Each line below should be repeated exactly, but no picture should be carried over.
---------- Entries provided ----------
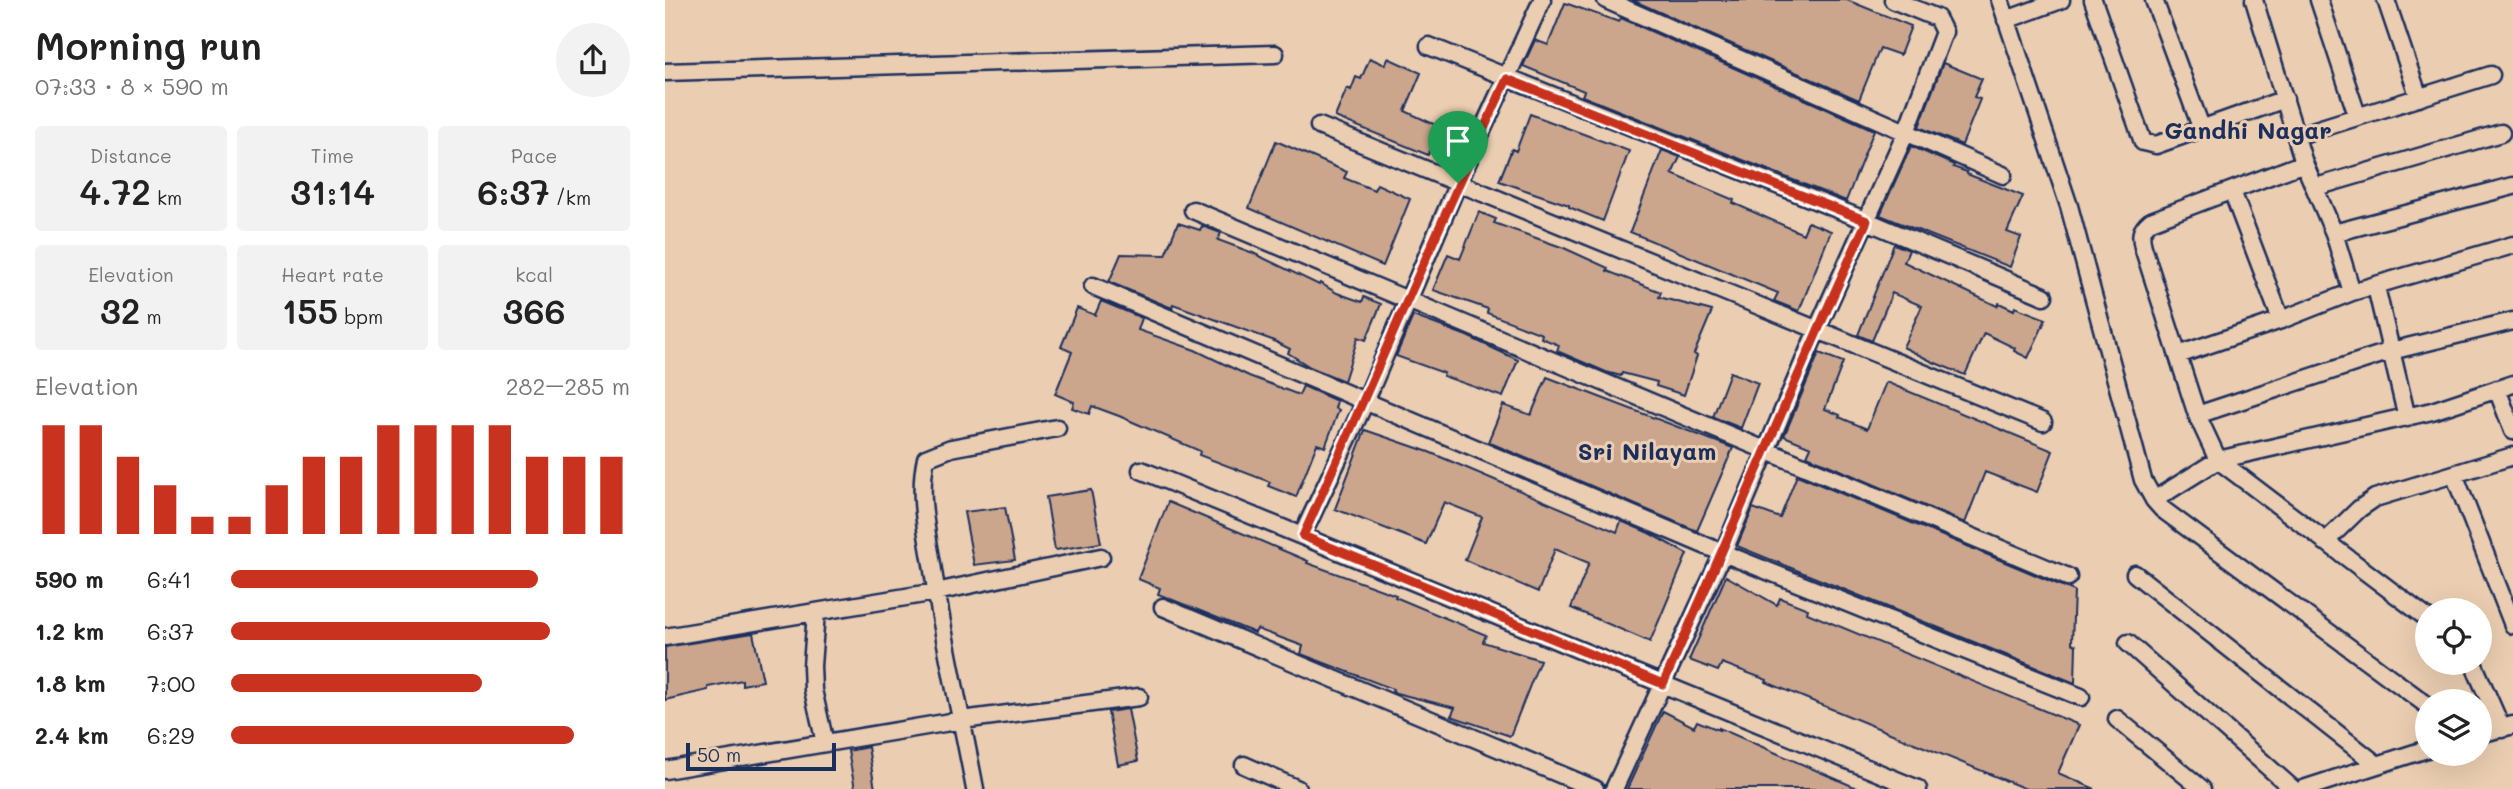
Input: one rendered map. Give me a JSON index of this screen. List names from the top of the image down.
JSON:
{
  "districts": ["Gandhi Nagar", "Sri Nilayam"],
  "scale_bar": "50 m",
  "page": {
    "heading": ["Morning run", "07:33 · 8 × 590 m"],
    "stats": [
      ["Distance", "4.72 km"],
      ["Time", "31:14"],
      ["Pace", "6:37 /km"],
      ["Elevation", "32 m"],
      ["Heart rate", "155 bpm"],
      ["kcal", "366"]
    ],
    "chart": ["Elevation", "282–285 m"],
    "list": [
      {
        "name": "590 m",
        "note": "6:41"
      },
      {
        "name": "1.2 km",
        "note": "6:37"
      },
      {
        "name": "1.8 km",
        "note": "7:00"
      },
      {
        "name": "2.4 km",
        "note": "6:29"
      }
    ],
    "scale": "50 m"
  }
}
----------
» **Solution for this task**:
Input: one rendered map. Give me a JSON index of this screen. List names from the top of the image down.
JSON:
{
  "districts": ["Gandhi Nagar", "Sri Nilayam"],
  "scale_bar": "50 m",
  "page": {
    "heading": ["Morning run", "07:33 · 8 × 590 m"],
    "stats": [
      ["Distance", "4.72 km"],
      ["Time", "31:14"],
      ["Pace", "6:37 /km"],
      ["Elevation", "32 m"],
      ["Heart rate", "155 bpm"],
      ["kcal", "366"]
    ],
    "chart": ["Elevation", "282–285 m"],
    "list": [
      {
        "name": "590 m",
        "note": "6:41"
      },
      {
        "name": "1.2 km",
        "note": "6:37"
      },
      {
        "name": "1.8 km",
        "note": "7:00"
      },
      {
        "name": "2.4 km",
        "note": "6:29"
      }
    ],
    "scale": "50 m"
  }
}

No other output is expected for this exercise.